When Dichter demanded more targeted assassinations, Ya’alon accused him of having a too narrow, mission-oriented vision of the circumstances. Ya’alon has almost a copywriter’s talent for wording catchy insights in Hebrew. The accusation he made against the Shin Bet – that its heads see everything “through a drinking straw” – stuck with the security service, to Dichter’s chagrin. But the use of slogans can be counterproductive.

The tension in the north was seen by the Israeli public via the exposed tip of the iceberg: High security in communities along the border, noticing suspicious movements that have for now proven erroneous, slightly anxious reports on the television stations. The practical result of the Golan Heights attack will be known only in time. Yet still, there is no doubt that the chances of war with Hezbollah, with Iranian backing it, are higher this week.

Calming the situation

Previous periods of tension in the north resulting from deeds attributed to Israel (the attack on the Syrian nuclear reactor in 2007; the assassination of Imad Mughniyeh and the Iranian general Muhammad Suleiman a year later) fizzled out. Israel’s conduct in the north since the attack displayed the maximal attempt at restoring calm. Alongside redoubling security forces and increasing alertness, the movement of nonessential forces along the border fence has been lessened, in order to limit the number of potential targets. The defense establishment is in favor of calming the situation.

A reasonable assessment is that Hezbollah will react with a terror attack of its own, in one of the many fronts at its disposal.

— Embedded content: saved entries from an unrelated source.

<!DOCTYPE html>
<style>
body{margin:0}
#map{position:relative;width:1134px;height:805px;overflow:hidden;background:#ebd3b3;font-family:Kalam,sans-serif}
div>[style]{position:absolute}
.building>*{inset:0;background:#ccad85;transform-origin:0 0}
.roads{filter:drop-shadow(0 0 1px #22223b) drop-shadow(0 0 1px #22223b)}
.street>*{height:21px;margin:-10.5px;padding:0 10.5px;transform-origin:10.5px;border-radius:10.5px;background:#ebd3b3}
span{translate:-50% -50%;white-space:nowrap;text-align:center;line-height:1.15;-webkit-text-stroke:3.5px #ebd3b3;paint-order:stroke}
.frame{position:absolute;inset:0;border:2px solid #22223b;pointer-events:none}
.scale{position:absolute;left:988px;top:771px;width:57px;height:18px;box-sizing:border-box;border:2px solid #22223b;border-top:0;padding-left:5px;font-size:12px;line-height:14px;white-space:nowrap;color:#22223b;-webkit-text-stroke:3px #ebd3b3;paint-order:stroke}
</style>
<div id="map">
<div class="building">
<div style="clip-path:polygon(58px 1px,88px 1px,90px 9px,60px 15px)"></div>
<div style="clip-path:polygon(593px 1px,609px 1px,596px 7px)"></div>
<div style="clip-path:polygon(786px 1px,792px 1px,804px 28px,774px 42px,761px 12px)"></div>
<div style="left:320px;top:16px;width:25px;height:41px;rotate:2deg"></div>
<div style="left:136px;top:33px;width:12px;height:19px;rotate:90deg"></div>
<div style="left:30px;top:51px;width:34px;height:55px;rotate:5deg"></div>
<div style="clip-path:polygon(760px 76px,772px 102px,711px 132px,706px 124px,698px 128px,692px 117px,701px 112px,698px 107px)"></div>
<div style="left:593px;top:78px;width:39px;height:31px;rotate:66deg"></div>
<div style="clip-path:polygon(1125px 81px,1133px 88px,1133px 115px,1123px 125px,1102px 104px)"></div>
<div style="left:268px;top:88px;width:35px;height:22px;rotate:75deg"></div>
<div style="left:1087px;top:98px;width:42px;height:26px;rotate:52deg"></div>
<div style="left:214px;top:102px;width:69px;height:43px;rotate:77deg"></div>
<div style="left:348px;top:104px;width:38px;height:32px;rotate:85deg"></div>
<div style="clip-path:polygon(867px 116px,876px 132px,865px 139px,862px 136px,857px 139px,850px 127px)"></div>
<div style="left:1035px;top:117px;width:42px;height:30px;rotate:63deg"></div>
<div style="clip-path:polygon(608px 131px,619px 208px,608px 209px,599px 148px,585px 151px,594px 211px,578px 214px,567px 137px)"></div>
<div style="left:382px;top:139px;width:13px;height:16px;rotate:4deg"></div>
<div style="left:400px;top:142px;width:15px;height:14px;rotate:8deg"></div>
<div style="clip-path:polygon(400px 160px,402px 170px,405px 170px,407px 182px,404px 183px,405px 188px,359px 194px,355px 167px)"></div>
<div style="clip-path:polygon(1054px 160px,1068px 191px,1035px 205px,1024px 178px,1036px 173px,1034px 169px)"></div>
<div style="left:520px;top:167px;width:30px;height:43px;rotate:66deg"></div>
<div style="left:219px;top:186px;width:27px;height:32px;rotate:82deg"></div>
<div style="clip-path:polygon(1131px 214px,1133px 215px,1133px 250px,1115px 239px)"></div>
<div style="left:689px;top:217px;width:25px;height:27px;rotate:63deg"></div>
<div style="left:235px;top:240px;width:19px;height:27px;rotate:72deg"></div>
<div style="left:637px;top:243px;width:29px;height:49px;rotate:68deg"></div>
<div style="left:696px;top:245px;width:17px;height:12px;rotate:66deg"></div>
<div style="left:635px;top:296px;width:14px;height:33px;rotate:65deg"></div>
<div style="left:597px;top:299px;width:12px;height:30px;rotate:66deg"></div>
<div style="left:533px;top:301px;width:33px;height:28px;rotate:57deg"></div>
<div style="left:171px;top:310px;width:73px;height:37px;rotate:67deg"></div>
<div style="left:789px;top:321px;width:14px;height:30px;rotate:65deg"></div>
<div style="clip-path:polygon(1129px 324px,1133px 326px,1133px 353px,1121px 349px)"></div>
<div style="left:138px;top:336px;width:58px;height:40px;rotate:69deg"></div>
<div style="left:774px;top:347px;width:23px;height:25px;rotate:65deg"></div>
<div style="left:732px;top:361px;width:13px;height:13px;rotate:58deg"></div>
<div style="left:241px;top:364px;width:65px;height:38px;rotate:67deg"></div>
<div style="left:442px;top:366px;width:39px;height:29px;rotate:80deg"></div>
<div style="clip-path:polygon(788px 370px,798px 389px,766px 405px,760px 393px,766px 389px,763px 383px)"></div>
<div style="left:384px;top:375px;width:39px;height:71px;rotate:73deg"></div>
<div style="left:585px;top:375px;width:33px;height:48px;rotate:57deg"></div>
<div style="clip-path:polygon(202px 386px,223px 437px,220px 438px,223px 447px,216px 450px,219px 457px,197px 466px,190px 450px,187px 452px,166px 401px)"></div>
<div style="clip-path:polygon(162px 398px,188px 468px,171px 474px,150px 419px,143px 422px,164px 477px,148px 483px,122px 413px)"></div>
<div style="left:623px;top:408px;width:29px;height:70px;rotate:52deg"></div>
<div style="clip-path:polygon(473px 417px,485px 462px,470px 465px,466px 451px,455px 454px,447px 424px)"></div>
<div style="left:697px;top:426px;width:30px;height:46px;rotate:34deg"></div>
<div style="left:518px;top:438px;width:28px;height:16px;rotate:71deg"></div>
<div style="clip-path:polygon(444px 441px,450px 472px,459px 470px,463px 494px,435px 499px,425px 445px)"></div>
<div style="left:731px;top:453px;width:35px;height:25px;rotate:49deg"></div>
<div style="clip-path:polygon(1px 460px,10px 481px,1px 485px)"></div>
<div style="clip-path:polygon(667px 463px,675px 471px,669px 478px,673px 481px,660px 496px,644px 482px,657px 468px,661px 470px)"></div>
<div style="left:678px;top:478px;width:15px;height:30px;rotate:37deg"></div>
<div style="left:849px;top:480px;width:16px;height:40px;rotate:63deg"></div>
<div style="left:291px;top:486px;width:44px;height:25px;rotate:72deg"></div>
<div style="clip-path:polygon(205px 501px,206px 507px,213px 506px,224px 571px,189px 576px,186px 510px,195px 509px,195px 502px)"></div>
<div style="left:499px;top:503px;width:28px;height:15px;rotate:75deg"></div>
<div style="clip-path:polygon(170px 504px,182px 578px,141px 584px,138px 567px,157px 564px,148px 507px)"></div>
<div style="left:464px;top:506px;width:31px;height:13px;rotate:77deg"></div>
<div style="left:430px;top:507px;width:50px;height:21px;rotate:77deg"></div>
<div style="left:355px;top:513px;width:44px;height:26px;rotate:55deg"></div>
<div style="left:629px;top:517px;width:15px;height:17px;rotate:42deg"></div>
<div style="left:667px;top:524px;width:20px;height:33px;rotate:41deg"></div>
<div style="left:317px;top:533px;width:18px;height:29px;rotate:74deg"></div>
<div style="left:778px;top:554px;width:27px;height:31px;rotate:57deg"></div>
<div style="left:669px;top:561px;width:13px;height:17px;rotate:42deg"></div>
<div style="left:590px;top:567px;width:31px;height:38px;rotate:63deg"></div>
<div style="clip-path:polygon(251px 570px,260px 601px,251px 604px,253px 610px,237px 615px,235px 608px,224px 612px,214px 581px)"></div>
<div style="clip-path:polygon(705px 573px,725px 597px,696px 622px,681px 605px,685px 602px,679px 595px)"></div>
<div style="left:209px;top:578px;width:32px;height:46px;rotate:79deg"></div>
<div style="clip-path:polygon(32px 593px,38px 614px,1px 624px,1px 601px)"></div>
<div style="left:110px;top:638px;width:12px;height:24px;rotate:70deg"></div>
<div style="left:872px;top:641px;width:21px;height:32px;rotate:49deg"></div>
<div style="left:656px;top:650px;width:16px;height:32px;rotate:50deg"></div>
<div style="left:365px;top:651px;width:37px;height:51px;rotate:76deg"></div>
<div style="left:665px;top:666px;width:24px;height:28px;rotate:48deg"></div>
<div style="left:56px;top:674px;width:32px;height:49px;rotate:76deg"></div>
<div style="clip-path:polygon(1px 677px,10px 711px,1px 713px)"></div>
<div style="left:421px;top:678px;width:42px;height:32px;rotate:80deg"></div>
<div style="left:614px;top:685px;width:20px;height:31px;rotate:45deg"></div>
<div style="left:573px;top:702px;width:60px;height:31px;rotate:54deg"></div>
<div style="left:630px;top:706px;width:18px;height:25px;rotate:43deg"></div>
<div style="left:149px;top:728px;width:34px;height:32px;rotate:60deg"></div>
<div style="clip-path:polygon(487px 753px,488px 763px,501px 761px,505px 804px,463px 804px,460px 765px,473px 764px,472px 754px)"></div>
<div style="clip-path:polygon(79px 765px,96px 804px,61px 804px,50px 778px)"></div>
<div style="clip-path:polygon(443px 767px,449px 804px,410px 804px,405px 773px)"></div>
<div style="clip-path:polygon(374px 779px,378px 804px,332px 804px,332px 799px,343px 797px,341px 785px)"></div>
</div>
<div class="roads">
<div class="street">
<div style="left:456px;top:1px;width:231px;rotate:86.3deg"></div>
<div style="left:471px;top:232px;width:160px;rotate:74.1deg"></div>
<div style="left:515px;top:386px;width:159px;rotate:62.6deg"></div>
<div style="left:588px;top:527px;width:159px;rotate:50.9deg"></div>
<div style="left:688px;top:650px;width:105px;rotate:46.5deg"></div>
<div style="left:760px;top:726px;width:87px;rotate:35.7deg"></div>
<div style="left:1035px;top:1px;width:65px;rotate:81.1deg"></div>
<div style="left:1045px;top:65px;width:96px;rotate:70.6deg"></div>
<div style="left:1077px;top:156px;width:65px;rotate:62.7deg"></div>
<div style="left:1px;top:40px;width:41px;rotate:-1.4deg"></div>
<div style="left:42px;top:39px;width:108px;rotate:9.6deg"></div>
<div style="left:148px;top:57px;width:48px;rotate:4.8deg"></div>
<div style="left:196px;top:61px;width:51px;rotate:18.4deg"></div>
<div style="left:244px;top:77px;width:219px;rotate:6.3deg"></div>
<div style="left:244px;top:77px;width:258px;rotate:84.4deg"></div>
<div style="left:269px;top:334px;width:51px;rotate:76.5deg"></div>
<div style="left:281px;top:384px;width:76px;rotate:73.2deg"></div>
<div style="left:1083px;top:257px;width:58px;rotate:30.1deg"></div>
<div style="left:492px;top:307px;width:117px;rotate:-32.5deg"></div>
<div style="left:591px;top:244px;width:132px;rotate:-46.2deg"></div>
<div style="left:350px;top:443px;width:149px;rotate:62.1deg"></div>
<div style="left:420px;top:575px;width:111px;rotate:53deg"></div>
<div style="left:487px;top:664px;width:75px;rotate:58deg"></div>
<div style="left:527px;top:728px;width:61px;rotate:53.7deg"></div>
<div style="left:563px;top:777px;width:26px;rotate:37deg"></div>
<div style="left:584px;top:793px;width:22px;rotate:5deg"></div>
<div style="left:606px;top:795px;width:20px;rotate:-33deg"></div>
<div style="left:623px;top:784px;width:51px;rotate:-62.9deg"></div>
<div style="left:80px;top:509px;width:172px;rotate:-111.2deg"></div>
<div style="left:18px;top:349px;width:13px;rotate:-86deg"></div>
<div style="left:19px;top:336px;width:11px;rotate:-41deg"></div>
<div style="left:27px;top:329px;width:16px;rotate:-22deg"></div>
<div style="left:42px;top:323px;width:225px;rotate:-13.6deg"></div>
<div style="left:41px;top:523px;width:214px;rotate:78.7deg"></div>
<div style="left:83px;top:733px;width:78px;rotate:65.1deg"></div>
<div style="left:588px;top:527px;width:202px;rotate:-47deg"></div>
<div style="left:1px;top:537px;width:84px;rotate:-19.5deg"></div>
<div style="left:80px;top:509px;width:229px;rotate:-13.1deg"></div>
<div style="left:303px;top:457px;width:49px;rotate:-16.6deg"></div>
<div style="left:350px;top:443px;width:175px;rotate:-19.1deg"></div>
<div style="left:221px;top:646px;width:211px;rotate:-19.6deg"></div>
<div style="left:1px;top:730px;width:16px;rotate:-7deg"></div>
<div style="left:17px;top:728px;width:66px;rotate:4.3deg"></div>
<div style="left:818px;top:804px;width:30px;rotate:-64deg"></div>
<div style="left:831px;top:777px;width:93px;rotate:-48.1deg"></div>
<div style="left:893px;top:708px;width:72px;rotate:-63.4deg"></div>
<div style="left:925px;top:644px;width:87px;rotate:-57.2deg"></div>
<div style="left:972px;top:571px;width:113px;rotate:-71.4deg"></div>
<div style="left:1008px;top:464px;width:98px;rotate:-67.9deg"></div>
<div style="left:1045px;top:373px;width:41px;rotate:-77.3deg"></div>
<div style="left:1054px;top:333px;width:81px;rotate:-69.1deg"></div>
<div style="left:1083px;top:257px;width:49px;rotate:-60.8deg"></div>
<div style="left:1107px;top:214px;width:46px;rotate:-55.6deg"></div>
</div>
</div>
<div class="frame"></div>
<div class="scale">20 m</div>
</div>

The Israeli intention is to contain the tension – that is, first of all to act to limit the damage of the attack, and not be dragged into an ever-deepening battle of mutual accusations.

The Lebanese media looked sometimes this week like a mirror image of the Israel one. Nicholas Blanford, a Western journalist who has been living in Lebanon for many years, wrote in the Daily Star about Hassan Nasrallah’s difficulties: The Hezbollah leader, according to Blanford, realizes he has to take revenge on Israel for the attack, in order to preserve his organization’s deterrent image. At the same time, he fears that an overly harsh reaction would ignite Israel’s anger and drag Lebanon into a war it does not want. This would bring fresh accusations that he is causing further suffering in the country, after the destruction caused by the Israel Air Force in 2006. Judging by the description emanating from Beirut, Netanyahu and Nasrallah sound almost like brothers in distress.

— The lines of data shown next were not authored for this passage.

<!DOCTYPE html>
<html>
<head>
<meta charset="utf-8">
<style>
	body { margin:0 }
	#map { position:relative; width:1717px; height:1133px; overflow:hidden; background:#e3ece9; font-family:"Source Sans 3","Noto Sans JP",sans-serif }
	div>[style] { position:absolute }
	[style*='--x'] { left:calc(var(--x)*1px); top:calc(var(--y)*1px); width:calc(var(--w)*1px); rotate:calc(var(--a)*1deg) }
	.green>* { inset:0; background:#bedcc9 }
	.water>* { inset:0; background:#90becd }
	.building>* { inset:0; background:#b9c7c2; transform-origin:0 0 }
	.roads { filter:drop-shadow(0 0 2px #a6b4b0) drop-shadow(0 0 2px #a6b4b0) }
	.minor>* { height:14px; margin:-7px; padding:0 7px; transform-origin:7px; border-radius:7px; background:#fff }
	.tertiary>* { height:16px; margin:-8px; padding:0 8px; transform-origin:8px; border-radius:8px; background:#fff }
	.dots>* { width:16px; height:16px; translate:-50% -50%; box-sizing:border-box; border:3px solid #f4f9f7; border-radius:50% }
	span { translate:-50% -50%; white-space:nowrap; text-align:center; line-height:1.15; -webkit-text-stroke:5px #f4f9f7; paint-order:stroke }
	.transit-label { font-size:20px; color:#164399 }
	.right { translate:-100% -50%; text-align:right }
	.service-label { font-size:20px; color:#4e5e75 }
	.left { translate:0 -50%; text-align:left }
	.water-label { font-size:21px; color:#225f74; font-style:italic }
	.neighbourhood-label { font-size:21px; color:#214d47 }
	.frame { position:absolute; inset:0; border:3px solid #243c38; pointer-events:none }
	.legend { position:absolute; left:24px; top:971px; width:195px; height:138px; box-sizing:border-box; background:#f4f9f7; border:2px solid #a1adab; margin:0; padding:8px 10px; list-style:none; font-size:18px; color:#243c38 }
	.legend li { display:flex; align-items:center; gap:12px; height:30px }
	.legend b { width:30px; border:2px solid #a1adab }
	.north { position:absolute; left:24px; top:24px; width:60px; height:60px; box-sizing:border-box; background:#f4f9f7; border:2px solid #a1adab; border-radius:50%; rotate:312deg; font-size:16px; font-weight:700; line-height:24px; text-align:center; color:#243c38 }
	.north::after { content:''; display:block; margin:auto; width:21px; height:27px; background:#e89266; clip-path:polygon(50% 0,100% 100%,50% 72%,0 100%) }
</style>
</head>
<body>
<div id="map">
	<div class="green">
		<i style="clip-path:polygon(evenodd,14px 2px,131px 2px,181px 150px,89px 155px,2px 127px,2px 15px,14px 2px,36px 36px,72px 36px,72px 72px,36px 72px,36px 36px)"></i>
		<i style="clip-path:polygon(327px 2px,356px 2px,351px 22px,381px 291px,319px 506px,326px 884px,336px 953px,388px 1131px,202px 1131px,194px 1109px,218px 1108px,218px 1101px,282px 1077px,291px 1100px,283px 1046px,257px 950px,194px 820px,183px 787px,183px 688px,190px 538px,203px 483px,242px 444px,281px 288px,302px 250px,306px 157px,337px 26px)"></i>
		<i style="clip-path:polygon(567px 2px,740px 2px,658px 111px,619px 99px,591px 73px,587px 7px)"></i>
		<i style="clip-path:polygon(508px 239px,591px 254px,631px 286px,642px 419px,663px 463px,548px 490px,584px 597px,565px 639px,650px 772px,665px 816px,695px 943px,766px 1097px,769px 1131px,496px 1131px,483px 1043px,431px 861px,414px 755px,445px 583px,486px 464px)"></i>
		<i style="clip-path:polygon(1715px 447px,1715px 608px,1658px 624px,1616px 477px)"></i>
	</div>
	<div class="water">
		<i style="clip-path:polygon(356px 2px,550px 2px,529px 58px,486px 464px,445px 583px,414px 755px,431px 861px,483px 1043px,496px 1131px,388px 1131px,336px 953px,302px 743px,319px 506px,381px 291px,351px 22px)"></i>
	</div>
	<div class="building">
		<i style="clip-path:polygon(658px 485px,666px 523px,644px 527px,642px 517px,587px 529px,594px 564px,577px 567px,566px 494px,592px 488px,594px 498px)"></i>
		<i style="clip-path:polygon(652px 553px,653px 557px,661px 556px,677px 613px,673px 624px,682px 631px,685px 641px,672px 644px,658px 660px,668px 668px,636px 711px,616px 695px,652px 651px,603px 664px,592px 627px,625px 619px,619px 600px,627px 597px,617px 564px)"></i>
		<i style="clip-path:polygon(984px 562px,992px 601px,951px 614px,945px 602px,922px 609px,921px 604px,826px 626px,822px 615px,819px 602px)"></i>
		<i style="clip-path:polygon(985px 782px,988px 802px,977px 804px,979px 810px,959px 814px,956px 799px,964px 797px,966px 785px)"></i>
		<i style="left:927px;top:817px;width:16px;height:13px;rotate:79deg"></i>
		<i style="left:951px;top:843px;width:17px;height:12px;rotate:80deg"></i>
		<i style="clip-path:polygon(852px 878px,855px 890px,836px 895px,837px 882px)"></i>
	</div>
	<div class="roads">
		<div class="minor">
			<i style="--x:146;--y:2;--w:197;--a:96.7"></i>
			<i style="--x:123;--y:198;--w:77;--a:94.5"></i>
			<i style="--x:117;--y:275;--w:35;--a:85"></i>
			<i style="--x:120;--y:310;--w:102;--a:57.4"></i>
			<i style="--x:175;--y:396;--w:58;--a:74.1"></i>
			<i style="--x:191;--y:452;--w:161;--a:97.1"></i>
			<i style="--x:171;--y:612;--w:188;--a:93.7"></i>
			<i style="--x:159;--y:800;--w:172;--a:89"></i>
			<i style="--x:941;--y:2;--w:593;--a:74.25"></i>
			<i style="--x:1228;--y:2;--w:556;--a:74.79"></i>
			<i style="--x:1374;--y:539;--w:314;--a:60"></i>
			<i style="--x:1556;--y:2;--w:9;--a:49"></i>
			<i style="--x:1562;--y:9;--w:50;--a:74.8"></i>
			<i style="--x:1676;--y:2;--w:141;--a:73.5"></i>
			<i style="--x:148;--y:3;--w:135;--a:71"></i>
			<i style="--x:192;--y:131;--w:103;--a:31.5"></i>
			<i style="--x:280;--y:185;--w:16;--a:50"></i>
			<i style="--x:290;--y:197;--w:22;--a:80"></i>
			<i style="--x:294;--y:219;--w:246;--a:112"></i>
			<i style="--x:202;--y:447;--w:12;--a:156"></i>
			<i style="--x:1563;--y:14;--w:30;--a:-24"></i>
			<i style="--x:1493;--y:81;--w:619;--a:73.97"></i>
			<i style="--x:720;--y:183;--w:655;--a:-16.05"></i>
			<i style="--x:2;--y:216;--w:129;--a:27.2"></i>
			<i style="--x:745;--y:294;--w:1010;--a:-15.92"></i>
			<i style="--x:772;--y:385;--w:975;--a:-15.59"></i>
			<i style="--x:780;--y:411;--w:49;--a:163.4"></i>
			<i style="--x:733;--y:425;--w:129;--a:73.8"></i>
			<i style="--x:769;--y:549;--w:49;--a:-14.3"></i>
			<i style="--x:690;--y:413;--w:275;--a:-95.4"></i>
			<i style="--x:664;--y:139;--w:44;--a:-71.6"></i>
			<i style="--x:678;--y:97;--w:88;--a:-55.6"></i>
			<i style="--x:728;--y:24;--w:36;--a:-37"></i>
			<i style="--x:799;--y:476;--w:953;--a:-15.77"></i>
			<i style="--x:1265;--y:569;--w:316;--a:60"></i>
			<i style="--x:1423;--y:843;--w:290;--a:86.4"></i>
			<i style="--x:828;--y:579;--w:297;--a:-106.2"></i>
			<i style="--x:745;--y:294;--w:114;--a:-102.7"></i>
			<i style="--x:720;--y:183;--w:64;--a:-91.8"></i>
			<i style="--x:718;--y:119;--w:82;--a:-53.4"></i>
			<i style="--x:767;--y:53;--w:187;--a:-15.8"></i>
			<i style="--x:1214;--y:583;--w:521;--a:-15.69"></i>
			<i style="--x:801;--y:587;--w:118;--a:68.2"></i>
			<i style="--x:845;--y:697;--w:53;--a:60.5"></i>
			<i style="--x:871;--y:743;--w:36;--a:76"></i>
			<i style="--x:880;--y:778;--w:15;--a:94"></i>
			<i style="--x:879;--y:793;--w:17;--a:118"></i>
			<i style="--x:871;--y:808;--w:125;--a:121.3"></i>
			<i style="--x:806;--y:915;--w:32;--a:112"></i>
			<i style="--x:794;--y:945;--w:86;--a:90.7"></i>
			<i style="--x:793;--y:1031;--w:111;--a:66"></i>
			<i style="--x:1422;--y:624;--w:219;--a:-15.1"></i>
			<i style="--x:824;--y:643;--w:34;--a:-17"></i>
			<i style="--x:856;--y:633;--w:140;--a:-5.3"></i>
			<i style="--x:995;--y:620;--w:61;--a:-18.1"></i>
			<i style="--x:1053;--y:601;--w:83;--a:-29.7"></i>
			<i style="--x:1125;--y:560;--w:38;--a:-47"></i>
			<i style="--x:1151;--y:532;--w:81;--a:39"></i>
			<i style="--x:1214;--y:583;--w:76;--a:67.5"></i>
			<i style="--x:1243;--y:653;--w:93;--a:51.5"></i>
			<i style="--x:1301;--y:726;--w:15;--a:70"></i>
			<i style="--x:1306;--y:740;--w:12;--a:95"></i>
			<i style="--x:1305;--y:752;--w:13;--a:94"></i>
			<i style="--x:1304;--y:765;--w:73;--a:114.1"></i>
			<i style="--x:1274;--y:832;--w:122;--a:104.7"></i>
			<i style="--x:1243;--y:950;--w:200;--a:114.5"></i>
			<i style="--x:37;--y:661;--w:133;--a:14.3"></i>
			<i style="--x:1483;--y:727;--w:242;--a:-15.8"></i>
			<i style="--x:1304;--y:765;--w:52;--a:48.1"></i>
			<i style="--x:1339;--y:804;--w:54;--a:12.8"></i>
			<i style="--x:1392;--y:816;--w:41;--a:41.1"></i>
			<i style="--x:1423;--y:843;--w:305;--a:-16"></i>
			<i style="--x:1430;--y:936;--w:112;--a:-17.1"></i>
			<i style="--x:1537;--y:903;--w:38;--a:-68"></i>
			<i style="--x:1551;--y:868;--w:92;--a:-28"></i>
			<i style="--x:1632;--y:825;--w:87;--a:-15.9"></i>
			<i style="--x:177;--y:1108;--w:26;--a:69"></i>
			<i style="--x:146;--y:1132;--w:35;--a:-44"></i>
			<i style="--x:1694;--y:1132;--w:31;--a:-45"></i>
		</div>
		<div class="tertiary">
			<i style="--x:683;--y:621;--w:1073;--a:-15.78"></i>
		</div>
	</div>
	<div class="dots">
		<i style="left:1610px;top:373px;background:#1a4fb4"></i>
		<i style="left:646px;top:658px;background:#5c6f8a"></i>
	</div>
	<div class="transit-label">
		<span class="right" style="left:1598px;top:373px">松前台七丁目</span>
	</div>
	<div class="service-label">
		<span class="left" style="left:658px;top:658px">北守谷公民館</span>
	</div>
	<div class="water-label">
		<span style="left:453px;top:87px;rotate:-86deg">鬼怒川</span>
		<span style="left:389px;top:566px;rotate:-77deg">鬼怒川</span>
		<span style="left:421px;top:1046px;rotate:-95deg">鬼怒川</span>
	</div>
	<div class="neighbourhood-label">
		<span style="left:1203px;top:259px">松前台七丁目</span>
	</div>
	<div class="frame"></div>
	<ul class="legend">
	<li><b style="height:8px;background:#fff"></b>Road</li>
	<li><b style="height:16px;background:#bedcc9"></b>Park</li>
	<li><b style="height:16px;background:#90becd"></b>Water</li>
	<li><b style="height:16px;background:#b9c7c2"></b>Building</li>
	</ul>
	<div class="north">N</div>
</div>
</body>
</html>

The IDF General Staff’s intelligence branch assessment for 2015 speaks of possible “dynamics of escalation” in the territories and borders. The conventional military threat on Israel is down to a minimum, with the collapse of the Syrian army in the civil war there and the improvement in relations between Israel and Egypt. But the shock waves through the Arab world, alongside the diplomatic crisis with the Palestinians, provide a potential for deterioration in the north and the territories. A single incident – a kidnapping, an especially severe terror attack, a religiously inspired assassination – could lead to a war that, in theory, no side has a strategic interest in.

But life is full of surprises, as last summer taught us. Before the war in Gaza, most Israeli intelligence officials opined that Hamas had no interest in a war. And a strikingly similar process has taken place in the political arena, where tactical turned into strategic. When Netanyahu began arguing with his ministers Yair Lapid and Tzipi Livni, and even when the crisis erupted over the “Yisrael Hayom Law” vote, few expected that this tension would necessarily lead to the current election campaign.